Ruby dispatcher and work processes

Dobai-Pataky_BSSSSl · December 6, 2010, 4:06pm

I would like to implement an (open source) application platform
analogous to SAP’s ABAP platform in Ruby. (See below for link to SAP
architecture diagrams).

In part, this requires having different Ruby processes talk to each
other, specifically having one dispatcher process dishing out work to
standalone work processes.

I am at a loss though as to how to go about this. In part, one stumbling
block I see is that if each work process is a Ruby process, I might load
ruby code (files/programs) into memory in a work process, but I couldn’t
release it again. (Obviously I don’t want to incur the expense of
starting up Ruby for each incoming request).

Any ideas on what existing frameworks I could look at? I was
wondering about using MagLev, especially to take advantage of storing
data in shared memory between processes in an easy way. (i.e. each work
process would be a MagLev instance).

Any comments or suggestions would be welcome.

Links to SAP ABAP architecture information:

http://help.sap.com/saphelp_NW70EHP1core/helpdata/en/fc/eb2e8a358411d1829f0000e829fbfe/content.htm

http://help.sap.com/SAPhelp_nw70/helpdata/en/84/54953fc405330ee10000000a114084/content.htm

mjcharl · December 6, 2010, 4:47pm

On Mon, Dec 6, 2010 at 4:08 PM, Martin C. [email protected]
wrote:

I would like to implement an (open source) application platform
analogous to SAP’s ABAP platform in Ruby. (See below for link to SAP
architecture diagrams).

Maybe the announced fairy framework is for you.

In part, this requires having different Ruby processes talk to each
other, specifically having one dispatcher process dishing out work to
standalone work processes.

You could have a Queue instance and have several worker processes read
from it via DRb. That would be about the simplest scenario I can
think of.

I am at a loss though as to how to go about this. In part, one stumbling
block I see is that if each work process is a Ruby process, I might load
ruby code (files/programs) into memory in a work process, but I couldn’t
release it again. (Obviously I don’t want to incur the expense of
starting up Ruby for each incoming request).

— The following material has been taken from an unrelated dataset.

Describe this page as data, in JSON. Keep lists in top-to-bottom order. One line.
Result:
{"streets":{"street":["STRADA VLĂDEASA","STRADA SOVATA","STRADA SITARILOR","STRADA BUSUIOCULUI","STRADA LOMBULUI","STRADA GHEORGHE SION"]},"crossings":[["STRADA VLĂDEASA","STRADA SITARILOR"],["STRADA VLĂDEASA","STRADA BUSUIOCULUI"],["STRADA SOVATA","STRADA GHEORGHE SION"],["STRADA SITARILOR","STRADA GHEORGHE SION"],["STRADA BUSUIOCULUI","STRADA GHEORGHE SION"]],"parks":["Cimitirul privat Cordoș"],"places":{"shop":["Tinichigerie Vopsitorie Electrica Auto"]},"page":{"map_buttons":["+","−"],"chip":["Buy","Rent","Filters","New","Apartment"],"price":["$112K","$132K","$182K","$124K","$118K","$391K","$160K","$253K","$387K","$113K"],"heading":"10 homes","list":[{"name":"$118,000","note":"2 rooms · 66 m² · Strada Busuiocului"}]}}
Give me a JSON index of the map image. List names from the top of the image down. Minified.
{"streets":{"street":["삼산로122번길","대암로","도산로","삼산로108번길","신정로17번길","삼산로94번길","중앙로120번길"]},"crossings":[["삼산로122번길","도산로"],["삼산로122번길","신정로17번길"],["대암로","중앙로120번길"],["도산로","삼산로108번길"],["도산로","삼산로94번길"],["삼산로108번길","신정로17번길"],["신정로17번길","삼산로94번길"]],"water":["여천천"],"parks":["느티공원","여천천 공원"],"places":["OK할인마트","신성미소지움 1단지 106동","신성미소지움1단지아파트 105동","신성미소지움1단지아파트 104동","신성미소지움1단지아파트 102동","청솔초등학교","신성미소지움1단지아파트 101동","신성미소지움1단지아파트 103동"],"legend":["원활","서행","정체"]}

You could terminate a worker process after it has processed a number
of requests or has run for a particular time thus balancing process
creation overhead and memory usage.

Any ideas on what existing frameworks I could look at? I was
wondering about using MagLev, especially to take advantage of storing
data in shared memory between processes in an easy way. (i.e. each work
process would be a MagLev instance).

Whether I would add the complexity of shared memory I would make
dependent on the amount of data that needs to be shared. If requests
and responses are small I would certainly not use shmem. Also, if the
data is read and stored elsewhere (e.g. RDBMS) I’d probably not bother
to use shmem.

Kind regards

robert

PS: Get well soon to your dog!

PPS: I see Pink does not need to wait any more.

mjcharl · December 6, 2010, 4:59pm

Robert K. wrote in post #966549:

On Mon, Dec 6, 2010 at 4:08 PM, Martin C. [email protected]
wrote:

I would like to implement an (open source) application platform
analogous to SAP’s ABAP platform in Ruby. (See below for link to SAP
architecture diagrams).

Maybe the announced fairy framework is for you.

Fairy framework?

In part, this requires having different Ruby processes talk to each
other, specifically having one dispatcher process dishing out work to
standalone work processes.

You could have a Queue instance and have several worker processes read
from it via DRb. That would be about the simplest scenario I can
think of.

SAP’s method of dispatching works on a “push” rather than a “pull” as
far as I can tell.

I am at a loss though as to how to go about this. In part, one stumbling
block I see is that if each work process is a Ruby process, I might load
ruby code (files/programs) into memory in a work process, but I couldn’t
release it again. (Obviously I don’t want to incur the expense of
starting up Ruby for each incoming request).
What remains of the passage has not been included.